Он преувеличивает, рассказывая истории о себе. В них он почти всегда оказывается в абсурдном положении: пытается снимать фильм на палубе, когда на корабль обрушиваются волны; теряется в городе, которого не знает; убегает от пневматической дрели. Он подчеркивает свое разочарование и намеренно изображает комичного человека. Прячась за маску, он приближается к реальности с совершенно не комичной целью завладеть ею и понять ее.

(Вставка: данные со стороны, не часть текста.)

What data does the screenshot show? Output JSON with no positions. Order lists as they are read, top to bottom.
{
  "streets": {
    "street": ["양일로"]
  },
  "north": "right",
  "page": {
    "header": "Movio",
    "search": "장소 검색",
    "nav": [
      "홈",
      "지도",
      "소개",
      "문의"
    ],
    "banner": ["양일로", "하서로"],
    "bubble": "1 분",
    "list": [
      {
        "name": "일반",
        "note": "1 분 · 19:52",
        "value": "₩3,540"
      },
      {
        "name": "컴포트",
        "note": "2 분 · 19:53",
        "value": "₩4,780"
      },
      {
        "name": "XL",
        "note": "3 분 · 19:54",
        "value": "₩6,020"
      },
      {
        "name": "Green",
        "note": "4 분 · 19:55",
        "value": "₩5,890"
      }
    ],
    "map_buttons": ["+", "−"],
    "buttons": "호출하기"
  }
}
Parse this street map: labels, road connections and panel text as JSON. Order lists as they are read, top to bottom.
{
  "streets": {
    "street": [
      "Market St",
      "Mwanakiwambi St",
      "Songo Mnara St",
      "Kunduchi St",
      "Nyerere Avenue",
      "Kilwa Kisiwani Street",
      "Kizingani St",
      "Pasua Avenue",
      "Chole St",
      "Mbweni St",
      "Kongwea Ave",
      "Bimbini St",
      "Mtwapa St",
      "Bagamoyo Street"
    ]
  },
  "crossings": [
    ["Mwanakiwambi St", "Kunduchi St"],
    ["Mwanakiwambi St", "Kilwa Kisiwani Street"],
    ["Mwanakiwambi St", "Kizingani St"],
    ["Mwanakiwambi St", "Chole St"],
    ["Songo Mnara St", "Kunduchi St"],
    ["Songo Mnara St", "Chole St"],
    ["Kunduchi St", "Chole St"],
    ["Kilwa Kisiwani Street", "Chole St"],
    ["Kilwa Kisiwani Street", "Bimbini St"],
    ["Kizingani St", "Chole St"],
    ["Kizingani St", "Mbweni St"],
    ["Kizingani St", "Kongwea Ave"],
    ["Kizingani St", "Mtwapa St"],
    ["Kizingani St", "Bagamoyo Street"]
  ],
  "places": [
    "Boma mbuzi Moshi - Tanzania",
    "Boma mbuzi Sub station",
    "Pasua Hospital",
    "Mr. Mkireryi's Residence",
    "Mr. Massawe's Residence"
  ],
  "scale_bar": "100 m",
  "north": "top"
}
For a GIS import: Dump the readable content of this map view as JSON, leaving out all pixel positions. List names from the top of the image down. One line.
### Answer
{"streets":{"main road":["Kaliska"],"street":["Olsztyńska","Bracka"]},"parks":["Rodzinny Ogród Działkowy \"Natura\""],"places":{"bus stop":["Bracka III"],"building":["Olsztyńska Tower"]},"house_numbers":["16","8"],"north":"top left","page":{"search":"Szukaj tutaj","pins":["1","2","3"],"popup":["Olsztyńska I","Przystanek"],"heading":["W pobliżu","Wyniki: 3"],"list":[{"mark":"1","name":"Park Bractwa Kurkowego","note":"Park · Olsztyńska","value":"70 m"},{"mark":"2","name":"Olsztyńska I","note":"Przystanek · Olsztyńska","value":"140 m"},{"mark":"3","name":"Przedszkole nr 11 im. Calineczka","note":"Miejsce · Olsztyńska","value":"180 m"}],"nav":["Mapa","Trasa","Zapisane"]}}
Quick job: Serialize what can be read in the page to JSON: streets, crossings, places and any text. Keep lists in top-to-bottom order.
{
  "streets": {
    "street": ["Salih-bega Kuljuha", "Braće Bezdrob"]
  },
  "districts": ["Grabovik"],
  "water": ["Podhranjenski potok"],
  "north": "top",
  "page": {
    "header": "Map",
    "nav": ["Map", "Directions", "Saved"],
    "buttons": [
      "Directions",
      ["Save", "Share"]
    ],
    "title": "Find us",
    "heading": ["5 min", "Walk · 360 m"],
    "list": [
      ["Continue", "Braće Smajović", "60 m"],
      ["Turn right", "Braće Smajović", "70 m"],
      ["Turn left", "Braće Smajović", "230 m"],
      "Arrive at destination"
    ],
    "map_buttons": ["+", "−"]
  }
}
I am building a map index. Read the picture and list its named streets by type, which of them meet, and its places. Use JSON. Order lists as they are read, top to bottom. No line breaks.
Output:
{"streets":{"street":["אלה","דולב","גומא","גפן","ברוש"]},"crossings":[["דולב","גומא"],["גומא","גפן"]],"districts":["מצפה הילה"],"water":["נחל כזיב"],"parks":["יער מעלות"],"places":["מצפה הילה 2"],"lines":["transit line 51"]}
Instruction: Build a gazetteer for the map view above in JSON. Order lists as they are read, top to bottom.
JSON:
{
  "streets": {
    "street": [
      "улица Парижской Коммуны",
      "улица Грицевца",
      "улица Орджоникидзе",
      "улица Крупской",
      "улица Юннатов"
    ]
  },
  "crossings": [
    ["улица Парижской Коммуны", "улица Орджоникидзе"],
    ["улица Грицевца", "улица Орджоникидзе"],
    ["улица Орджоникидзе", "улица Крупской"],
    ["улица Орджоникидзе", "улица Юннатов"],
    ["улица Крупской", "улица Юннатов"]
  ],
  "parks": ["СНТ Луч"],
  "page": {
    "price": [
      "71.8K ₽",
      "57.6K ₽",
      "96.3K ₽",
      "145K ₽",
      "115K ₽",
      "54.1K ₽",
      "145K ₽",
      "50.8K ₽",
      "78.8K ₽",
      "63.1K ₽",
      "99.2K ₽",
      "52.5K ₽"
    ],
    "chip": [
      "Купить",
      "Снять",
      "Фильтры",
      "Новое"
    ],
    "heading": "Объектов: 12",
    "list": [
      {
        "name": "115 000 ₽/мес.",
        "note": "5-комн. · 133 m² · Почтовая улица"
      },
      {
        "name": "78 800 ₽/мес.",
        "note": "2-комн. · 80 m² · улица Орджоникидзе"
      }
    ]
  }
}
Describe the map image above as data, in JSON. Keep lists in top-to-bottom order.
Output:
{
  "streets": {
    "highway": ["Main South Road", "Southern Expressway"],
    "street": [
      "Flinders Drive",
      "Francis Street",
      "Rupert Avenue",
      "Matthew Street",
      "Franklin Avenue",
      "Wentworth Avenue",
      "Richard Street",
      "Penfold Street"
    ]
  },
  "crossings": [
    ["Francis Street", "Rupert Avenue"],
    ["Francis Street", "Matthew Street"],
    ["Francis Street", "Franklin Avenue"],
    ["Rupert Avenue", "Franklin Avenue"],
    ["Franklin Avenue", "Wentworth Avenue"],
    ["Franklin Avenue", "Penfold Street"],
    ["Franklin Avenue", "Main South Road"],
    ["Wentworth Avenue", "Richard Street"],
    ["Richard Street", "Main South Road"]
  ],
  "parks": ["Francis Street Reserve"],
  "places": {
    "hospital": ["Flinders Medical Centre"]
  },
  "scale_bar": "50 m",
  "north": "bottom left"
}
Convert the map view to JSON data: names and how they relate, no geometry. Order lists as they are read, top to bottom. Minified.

Это видно по его глазам: правый глаз знает, чего ожидать, он может смеяться, сочувствовать, быть суровым, издеваться над собой, прицеливаться, но левый никогда не перестает смотреть и искать.
Я говорю «никогда», но есть исключение – когда он занят какой-нибудь медицинской манипуляцией. Возможно, вправляет перелом или ухаживает за пациентом в больнице. В таких случаях оба глаза концентрируются на выполняемой задаче и на лице появляется выражение облегчения. Как только он снимает пальто, закатывает рукава, моет руки, надевает перчатки и маску, это облегчение хорошо заметно. Словно его разум очищается (отсюда и облегчение), чтобы сосредоточиться на текущем моменте. На мгновение это, безусловно, так. Он может сделать свою работу хорошо или плохо: различие между этими вариантами неоспоримо, и работа должна быть выполнена хорошо.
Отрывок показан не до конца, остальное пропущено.